The quality of applied general qualifications has improved greatly over time, they have gained wide acceptance from universities as valid HE entry qualifications, and the number enrolled on them has increased by nearly 70 per cent over the past decade. They are not the cause of the rise in NEETs or of the country’s continuing skills gaps.
Over the past ten years there has been a welcome change in the balance between academic and vocational courses. But it’s difficult to be precise because a significant number of students take a mix of both. In 2015, just under 338,000 students took A Levels; in 2025 it was 313,000. In 2015 around 200,000 vocational qualifications were awarded; in 2025 it’s close to 252,000.
Painful progress
Meanwhile, the DfE’s flagship vocational qualification – T levels – has made painfully slow progress, reaching less than 3 per cent of total level 3 enrolments this year. It’s a far cry from the 100,000 a year predicted in 2021, or the stated intention when the programme was launched that T levels would become the main technical route for 16-19 year olds. Despite continued efforts to improve uptake, retention and results, there’s no sign of T levels ever becoming more than a niche qualification for a minority of young people. We can only hope that the historic success of applied generals will provide a firmer launchpad for V Levels to take off from.

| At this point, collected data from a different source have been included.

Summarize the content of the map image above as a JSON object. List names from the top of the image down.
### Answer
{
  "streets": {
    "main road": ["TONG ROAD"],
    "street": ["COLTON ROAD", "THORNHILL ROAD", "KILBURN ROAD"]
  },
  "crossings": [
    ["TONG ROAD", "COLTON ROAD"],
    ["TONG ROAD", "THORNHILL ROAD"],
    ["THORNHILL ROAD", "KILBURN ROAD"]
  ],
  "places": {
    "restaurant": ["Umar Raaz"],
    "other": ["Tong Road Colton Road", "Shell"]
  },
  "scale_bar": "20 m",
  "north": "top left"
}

No qualification reform can address the continued failure of our education system to produce enough technically qualified workers to meet the needs of British industry. In 2015, there were 12,035 vocational qualifications awarded in engineering and manufacturing – representing 9 per cent of the total. In 2025 the equivalent figure was 9,300. An ageing workforce isn’t being replaced by younger entrants. More than a third of technical roles linked to key industrial sectors face chronic and worsening skills shortages.
Pipeline blockage
The blockage in our skills pipeline is our education delivery system. Virtually no schools offer any teaching of technical skills, other than in the practical elements of science subjects. Of those taking T Levels, 72 per cent attend college, and the great majority of those at school are studying education and early years, or business and administration. Imagine being 16, trying to find an engineering course near you. In Huddersfield, 82 per cent of technical courses are delivered by the two FE colleges. Only one (Kirklees) offers engineering. In Reading, only six of eleven state schools offer any applied generals. And only the UTC, sponsored by Activate Learning, offers engineering.

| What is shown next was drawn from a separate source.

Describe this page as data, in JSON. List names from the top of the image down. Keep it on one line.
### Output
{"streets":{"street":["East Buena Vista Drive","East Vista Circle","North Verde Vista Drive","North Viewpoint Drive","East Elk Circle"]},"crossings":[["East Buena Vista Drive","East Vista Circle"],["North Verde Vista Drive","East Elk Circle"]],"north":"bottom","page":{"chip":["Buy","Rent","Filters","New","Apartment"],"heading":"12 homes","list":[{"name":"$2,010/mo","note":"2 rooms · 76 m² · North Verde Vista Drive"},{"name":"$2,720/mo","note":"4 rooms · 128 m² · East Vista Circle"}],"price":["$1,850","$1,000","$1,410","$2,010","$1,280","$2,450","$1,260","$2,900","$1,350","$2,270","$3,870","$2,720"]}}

Introducing V Levels – or any other qualification reform – is not going to close technical education gaps that exist across the country. What’s needed is a radical reform of the secondary school curriculum, going much further than the Francis review’s recommendations, to reintroduce a technical skills element. And the pattern of 16-19 provision in each local authority needs reconfiguring to ensure that good quality technical and vocational courses are far more readily available, so every aspiring engineer or technician has local access to an attractive training pathway. This is the only way to close the cracks that Smith is rightly concerned about.